---------- RECORDS SUPPLIED

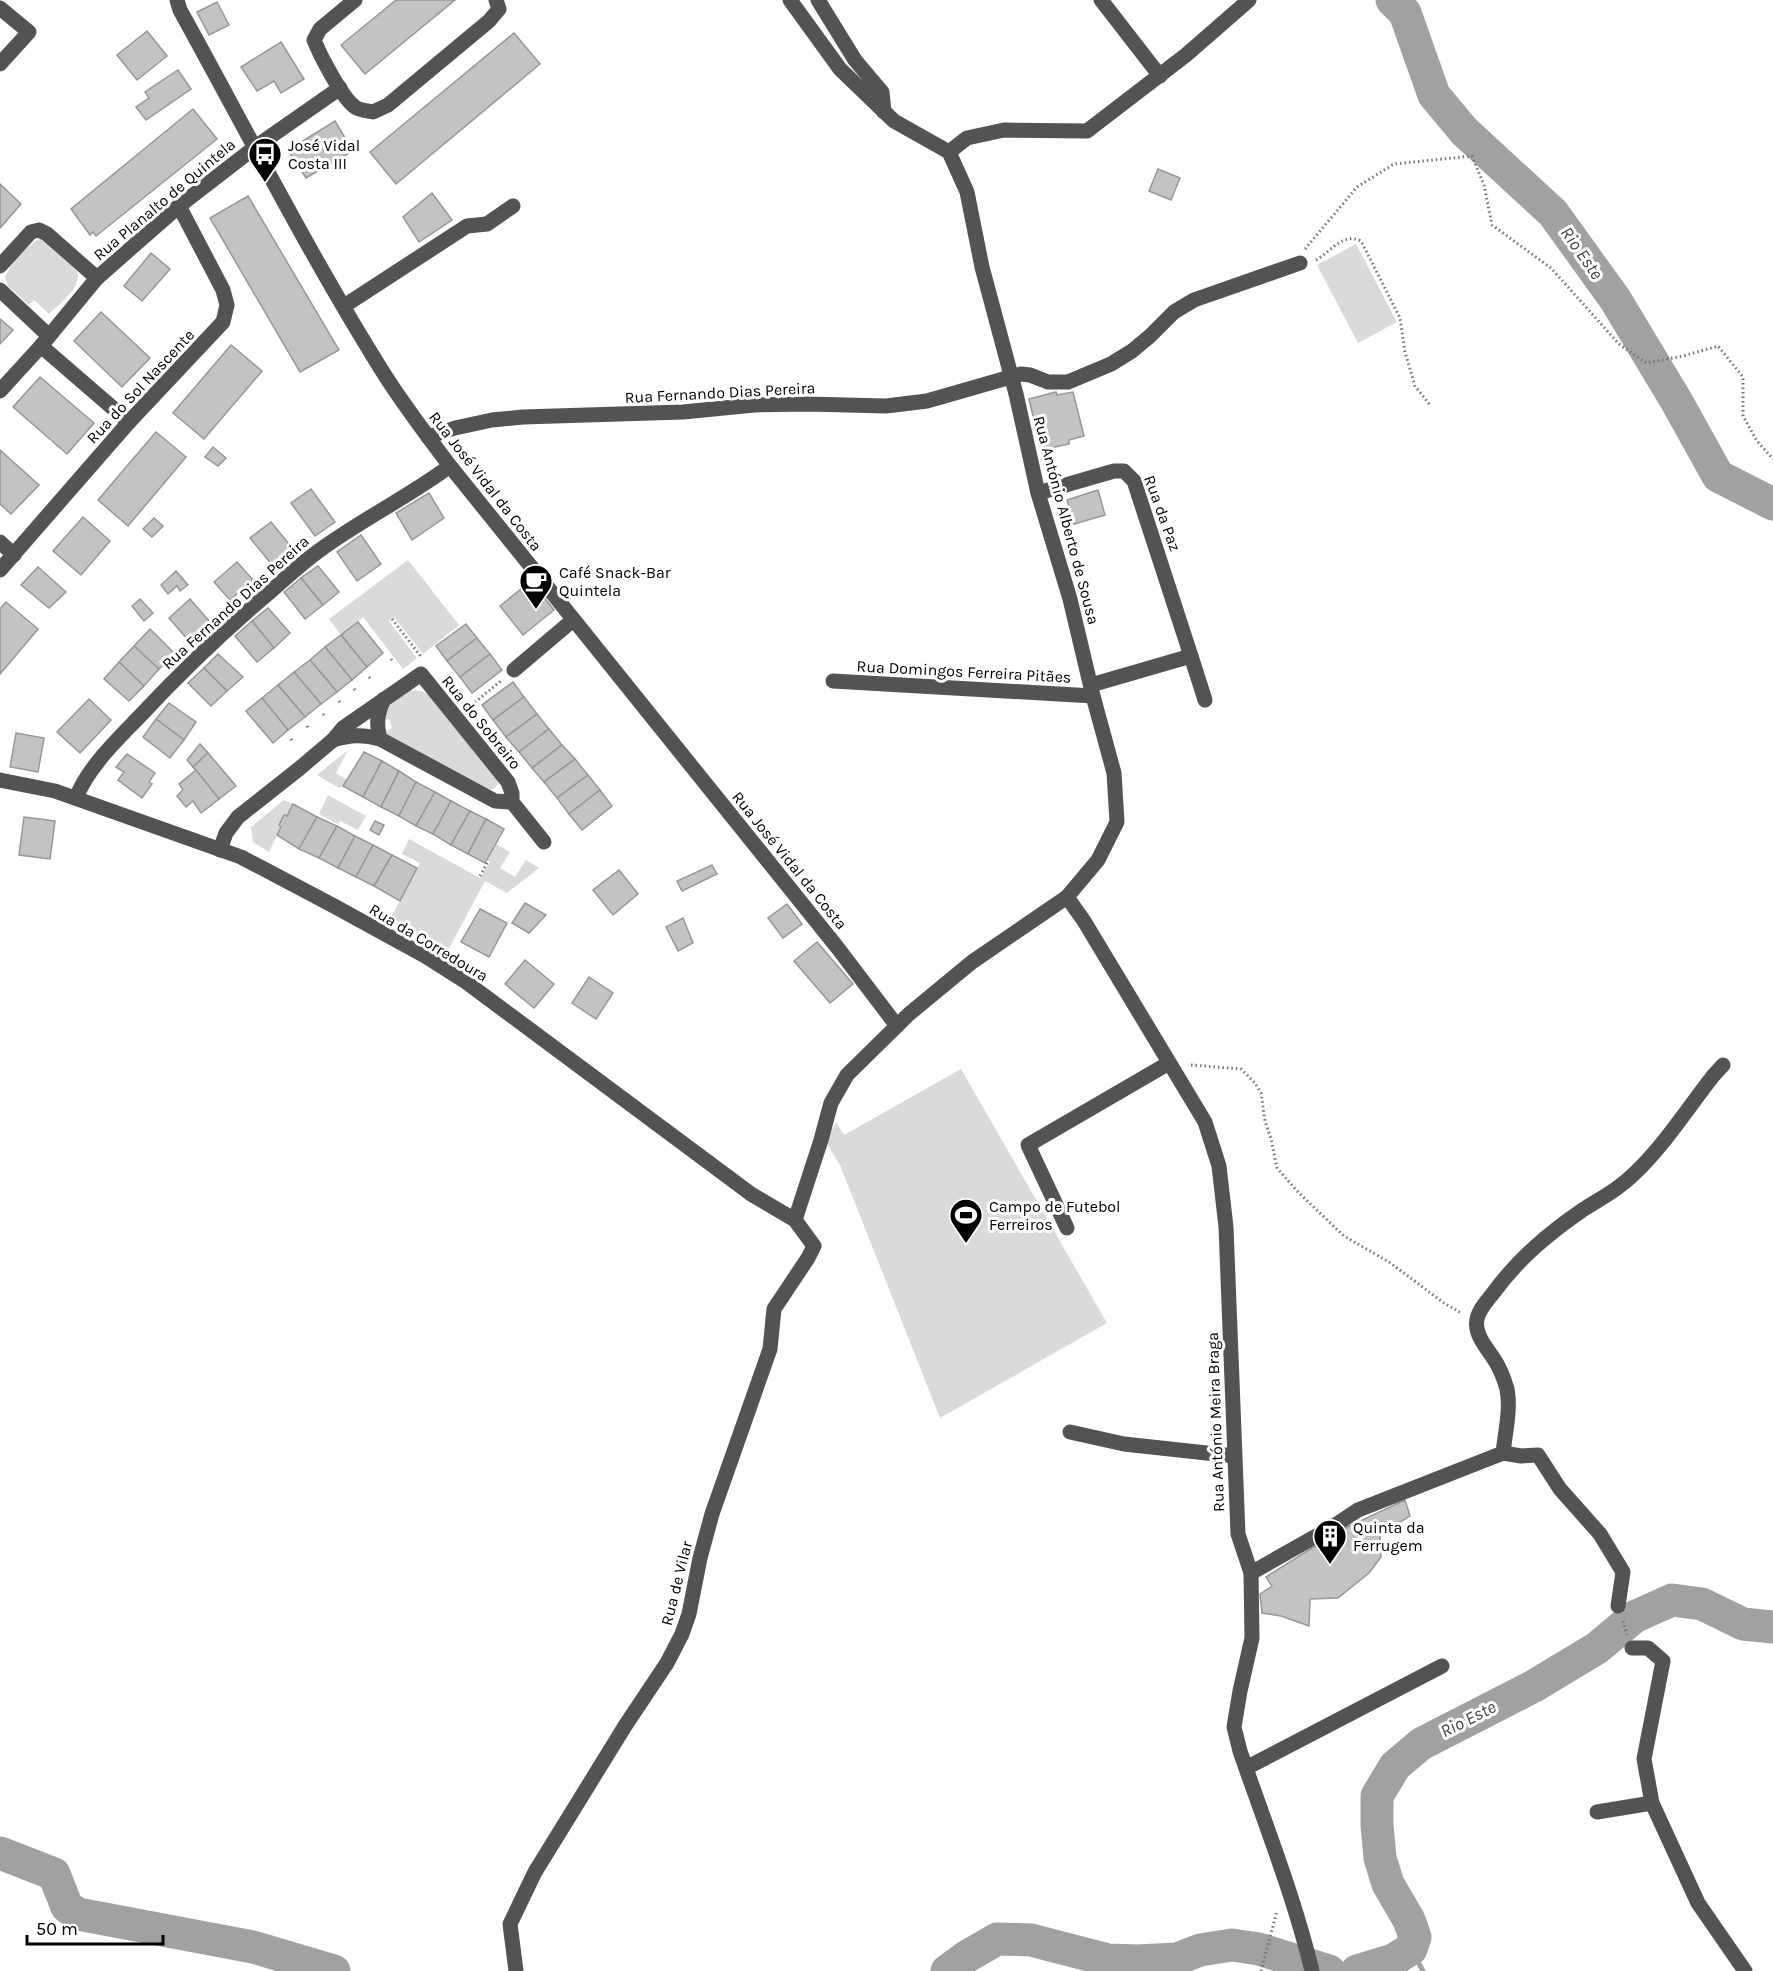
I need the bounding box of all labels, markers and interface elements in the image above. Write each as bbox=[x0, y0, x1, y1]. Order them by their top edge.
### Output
street label: Rua Planalto de Quintela bbox=[90, 134, 239, 264]
bus stop icon: José Vidal Costa III bbox=[247, 136, 283, 183]
place label: José Vidal Costa III bbox=[288, 136, 360, 173]
water label: Rio Este bbox=[1556, 222, 1608, 284]
street label: Rua do Sol Nascente bbox=[82, 325, 198, 447]
street label: Rua Fernando Dias Pereira bbox=[624, 378, 816, 407]
street label: Rua José Vidal da Costa bbox=[425, 408, 546, 555]
street label: Rua António Alberto de Sousa bbox=[1029, 414, 1104, 627]
street label: Rua da Paz bbox=[1140, 473, 1185, 554]
street label: Rua Fernando Dias Pereira bbox=[158, 531, 313, 673]
cafe icon: Café Snack-Bar Quintela bbox=[518, 563, 554, 610]
place label: Café Snack-Bar Quintela bbox=[559, 563, 671, 600]
street label: Rua Domingos Ferreira Pitães bbox=[856, 656, 1072, 687]
street label: Rua do Sobreiro bbox=[438, 672, 525, 773]
street label: Rua José Vidal da Costa bbox=[728, 788, 851, 933]
street label: Rua da Corredoura bbox=[366, 900, 492, 985]
sports icon: Campo de Futebol Ferreiros bbox=[948, 1197, 984, 1244]
place label: Campo de Futebol Ferreiros bbox=[989, 1197, 1121, 1234]
street label: Rua António Meira Braga bbox=[1203, 1332, 1228, 1512]
building icon: Quinta da Ferrugem bbox=[1312, 1518, 1348, 1565]
place label: Quinta da Ferrugem bbox=[1353, 1518, 1424, 1555]
street label: Rua de Vilar bbox=[657, 1539, 696, 1627]
water label: Rio Este bbox=[1436, 1696, 1500, 1742]
scale bar bbox=[27, 1908, 164, 1946]
text: 50 m bbox=[36, 1918, 78, 1940]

--------------------

■ PROBLEM STATEMENT: Please set down each line of the data above exactly as written, without the pictures.

■ RESPONSE AREA:
I need the bounding box of all labels, markers and interface elements in the image above. Write each as bbox=[x0, y0, x1, y1]. Order them by their top edge.
### Output
street label: Rua Planalto de Quintela bbox=[90, 134, 239, 264]
bus stop icon: José Vidal Costa III bbox=[247, 136, 283, 183]
place label: José Vidal Costa III bbox=[288, 136, 360, 173]
water label: Rio Este bbox=[1556, 222, 1608, 284]
street label: Rua do Sol Nascente bbox=[82, 325, 198, 447]
street label: Rua Fernando Dias Pereira bbox=[624, 378, 816, 407]
street label: Rua José Vidal da Costa bbox=[425, 408, 546, 555]
street label: Rua António Alberto de Sousa bbox=[1029, 414, 1104, 627]
street label: Rua da Paz bbox=[1140, 473, 1185, 554]
street label: Rua Fernando Dias Pereira bbox=[158, 531, 313, 673]
cafe icon: Café Snack-Bar Quintela bbox=[518, 563, 554, 610]
place label: Café Snack-Bar Quintela bbox=[559, 563, 671, 600]
street label: Rua Domingos Ferreira Pitães bbox=[856, 656, 1072, 687]
street label: Rua do Sobreiro bbox=[438, 672, 525, 773]
street label: Rua José Vidal da Costa bbox=[728, 788, 851, 933]
street label: Rua da Corredoura bbox=[366, 900, 492, 985]
sports icon: Campo de Futebol Ferreiros bbox=[948, 1197, 984, 1244]
place label: Campo de Futebol Ferreiros bbox=[989, 1197, 1121, 1234]
street label: Rua António Meira Braga bbox=[1203, 1332, 1228, 1512]
building icon: Quinta da Ferrugem bbox=[1312, 1518, 1348, 1565]
place label: Quinta da Ferrugem bbox=[1353, 1518, 1424, 1555]
street label: Rua de Vilar bbox=[657, 1539, 696, 1627]
water label: Rio Este bbox=[1436, 1696, 1500, 1742]
scale bar bbox=[27, 1908, 164, 1946]
text: 50 m bbox=[36, 1918, 78, 1940]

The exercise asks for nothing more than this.